## DATA FOR PROCESSING:
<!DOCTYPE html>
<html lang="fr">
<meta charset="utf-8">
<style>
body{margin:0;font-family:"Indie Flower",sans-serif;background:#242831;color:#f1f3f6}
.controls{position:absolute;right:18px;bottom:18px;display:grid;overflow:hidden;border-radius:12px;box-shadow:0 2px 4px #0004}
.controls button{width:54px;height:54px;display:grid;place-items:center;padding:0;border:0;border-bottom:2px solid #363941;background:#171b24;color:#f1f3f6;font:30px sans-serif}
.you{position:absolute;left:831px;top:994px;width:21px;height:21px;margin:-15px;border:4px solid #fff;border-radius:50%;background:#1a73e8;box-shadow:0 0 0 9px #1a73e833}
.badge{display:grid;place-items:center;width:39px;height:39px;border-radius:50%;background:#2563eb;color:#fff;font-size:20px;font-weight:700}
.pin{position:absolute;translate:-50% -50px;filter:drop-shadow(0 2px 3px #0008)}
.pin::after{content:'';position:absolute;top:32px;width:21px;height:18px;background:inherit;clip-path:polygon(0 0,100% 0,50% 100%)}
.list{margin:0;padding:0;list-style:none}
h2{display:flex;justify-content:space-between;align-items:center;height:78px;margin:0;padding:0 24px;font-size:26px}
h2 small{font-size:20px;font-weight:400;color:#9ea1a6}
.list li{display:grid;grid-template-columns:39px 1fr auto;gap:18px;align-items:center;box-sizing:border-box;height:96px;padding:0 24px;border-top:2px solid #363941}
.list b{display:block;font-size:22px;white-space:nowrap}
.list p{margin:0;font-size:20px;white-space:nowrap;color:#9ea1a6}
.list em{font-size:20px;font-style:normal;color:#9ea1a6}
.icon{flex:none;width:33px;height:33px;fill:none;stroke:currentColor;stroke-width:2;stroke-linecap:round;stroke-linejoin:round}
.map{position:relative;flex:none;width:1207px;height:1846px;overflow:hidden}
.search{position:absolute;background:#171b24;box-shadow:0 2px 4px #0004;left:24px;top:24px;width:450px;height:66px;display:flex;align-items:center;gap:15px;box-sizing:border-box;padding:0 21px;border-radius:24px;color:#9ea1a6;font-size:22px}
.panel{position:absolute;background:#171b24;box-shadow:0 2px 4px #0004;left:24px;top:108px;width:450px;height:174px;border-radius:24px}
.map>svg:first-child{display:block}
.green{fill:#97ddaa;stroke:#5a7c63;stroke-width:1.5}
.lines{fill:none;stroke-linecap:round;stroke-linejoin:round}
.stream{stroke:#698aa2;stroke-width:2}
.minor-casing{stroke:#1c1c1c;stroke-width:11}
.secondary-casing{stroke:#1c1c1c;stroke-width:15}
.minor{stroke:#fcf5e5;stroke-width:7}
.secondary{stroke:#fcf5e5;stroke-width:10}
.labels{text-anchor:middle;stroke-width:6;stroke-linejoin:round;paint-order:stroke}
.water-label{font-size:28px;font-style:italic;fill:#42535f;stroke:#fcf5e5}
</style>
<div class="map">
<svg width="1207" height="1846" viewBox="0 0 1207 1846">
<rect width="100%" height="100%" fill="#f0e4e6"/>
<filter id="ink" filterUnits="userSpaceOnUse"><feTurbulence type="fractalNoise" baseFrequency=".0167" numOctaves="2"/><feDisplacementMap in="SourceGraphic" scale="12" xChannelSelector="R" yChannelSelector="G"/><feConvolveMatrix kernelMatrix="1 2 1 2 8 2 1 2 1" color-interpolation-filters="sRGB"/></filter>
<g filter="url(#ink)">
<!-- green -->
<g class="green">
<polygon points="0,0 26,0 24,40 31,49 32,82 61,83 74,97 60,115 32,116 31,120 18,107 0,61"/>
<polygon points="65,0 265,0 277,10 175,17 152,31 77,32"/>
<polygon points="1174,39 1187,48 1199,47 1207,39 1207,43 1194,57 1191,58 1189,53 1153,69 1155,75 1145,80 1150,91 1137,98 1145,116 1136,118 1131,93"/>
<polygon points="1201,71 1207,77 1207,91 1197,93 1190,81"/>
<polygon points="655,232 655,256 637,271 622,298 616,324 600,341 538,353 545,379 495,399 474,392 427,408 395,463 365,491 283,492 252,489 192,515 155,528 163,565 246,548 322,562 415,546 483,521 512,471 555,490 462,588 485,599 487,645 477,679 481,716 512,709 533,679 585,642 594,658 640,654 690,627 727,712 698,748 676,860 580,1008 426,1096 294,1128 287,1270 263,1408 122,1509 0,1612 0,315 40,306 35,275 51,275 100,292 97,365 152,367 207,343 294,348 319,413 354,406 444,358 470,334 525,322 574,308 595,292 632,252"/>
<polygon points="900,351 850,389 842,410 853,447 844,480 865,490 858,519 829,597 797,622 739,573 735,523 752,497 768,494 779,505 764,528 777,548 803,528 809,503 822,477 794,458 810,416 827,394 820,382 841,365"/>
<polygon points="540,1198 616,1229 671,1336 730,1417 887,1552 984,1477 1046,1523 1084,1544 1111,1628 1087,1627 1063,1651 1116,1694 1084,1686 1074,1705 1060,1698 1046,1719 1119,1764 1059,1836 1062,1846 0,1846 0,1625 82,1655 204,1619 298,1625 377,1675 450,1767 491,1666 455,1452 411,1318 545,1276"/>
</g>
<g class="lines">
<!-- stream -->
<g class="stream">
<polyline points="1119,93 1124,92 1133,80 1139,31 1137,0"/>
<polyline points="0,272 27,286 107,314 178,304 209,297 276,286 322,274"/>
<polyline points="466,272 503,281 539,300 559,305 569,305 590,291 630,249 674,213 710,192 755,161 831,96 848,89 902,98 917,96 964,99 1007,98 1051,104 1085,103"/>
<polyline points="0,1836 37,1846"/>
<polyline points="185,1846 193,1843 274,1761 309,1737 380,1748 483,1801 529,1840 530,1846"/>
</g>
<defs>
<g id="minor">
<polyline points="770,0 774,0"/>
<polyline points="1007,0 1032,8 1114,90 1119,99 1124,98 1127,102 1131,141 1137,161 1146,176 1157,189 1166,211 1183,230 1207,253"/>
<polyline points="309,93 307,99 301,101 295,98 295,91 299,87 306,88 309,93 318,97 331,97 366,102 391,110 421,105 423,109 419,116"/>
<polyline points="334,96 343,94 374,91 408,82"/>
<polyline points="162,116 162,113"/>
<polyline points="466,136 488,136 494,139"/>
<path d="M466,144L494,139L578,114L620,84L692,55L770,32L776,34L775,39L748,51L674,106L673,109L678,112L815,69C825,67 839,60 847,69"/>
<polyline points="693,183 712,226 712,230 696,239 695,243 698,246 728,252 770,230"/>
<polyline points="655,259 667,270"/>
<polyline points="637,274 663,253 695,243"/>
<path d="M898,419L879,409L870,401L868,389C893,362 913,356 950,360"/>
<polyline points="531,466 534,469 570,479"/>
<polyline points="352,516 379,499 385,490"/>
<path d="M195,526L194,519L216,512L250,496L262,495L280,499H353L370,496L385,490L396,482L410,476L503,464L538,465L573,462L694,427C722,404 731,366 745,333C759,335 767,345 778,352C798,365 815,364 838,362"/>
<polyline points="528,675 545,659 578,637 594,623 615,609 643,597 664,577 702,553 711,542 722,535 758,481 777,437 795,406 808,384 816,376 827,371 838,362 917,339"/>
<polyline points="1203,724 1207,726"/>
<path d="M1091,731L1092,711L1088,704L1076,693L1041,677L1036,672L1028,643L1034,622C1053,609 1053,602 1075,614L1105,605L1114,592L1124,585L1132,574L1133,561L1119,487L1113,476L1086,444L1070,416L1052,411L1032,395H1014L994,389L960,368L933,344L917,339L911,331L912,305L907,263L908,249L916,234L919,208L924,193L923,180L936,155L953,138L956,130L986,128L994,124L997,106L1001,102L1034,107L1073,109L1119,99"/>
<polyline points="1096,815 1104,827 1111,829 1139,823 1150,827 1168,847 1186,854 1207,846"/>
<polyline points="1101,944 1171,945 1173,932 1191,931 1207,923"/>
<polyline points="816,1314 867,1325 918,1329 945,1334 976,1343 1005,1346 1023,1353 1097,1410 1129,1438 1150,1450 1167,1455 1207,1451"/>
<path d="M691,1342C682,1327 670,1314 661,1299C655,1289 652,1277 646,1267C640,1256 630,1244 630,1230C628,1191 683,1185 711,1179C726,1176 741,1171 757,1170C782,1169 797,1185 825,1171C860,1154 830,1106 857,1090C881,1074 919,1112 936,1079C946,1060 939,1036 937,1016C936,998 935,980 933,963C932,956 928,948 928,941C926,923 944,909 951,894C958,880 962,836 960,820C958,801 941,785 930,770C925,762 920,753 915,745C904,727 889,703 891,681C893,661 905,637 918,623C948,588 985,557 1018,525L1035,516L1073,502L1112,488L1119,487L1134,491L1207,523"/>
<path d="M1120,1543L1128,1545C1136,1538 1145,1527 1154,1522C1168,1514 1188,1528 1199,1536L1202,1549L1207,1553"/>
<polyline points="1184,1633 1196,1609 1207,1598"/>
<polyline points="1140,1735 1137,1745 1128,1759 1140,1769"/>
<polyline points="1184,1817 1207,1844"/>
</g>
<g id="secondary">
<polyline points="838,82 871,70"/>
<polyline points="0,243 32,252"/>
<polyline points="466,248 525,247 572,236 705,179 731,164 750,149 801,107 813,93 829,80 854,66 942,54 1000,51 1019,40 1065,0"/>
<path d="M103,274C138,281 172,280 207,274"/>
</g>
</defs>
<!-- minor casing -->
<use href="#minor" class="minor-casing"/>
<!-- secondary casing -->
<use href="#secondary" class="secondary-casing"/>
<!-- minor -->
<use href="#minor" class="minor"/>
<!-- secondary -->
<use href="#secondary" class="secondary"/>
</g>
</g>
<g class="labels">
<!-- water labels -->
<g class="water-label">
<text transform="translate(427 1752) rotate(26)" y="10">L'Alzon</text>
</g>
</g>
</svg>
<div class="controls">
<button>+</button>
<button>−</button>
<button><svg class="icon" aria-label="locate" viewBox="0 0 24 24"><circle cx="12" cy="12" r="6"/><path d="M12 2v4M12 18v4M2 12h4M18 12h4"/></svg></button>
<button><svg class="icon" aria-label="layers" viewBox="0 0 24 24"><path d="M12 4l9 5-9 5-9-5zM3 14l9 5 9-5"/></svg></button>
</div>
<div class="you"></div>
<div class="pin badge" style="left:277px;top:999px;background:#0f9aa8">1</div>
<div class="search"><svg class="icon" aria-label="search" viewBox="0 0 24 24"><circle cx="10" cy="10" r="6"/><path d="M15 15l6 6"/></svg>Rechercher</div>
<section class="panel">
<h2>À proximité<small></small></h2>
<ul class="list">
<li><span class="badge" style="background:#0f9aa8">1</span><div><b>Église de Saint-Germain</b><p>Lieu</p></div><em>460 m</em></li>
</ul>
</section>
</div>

## ASSIGNMENT:
Wherever "bottom" occurs in the entries above, copy the line it sits on.

## EXERCISE SOLUTION:
.controls{position:absolute;right:18px;bottom:18px;display:grid;overflow:hidden;border-radius:12px;box-shadow:0 2px 4px #0004}
.controls button{width:54px;height:54px;display:grid;place-items:center;padding:0;border:0;border-bottom:2px solid #363941;background:#171b24;color:#f1f3f6;font:30px sans-serif}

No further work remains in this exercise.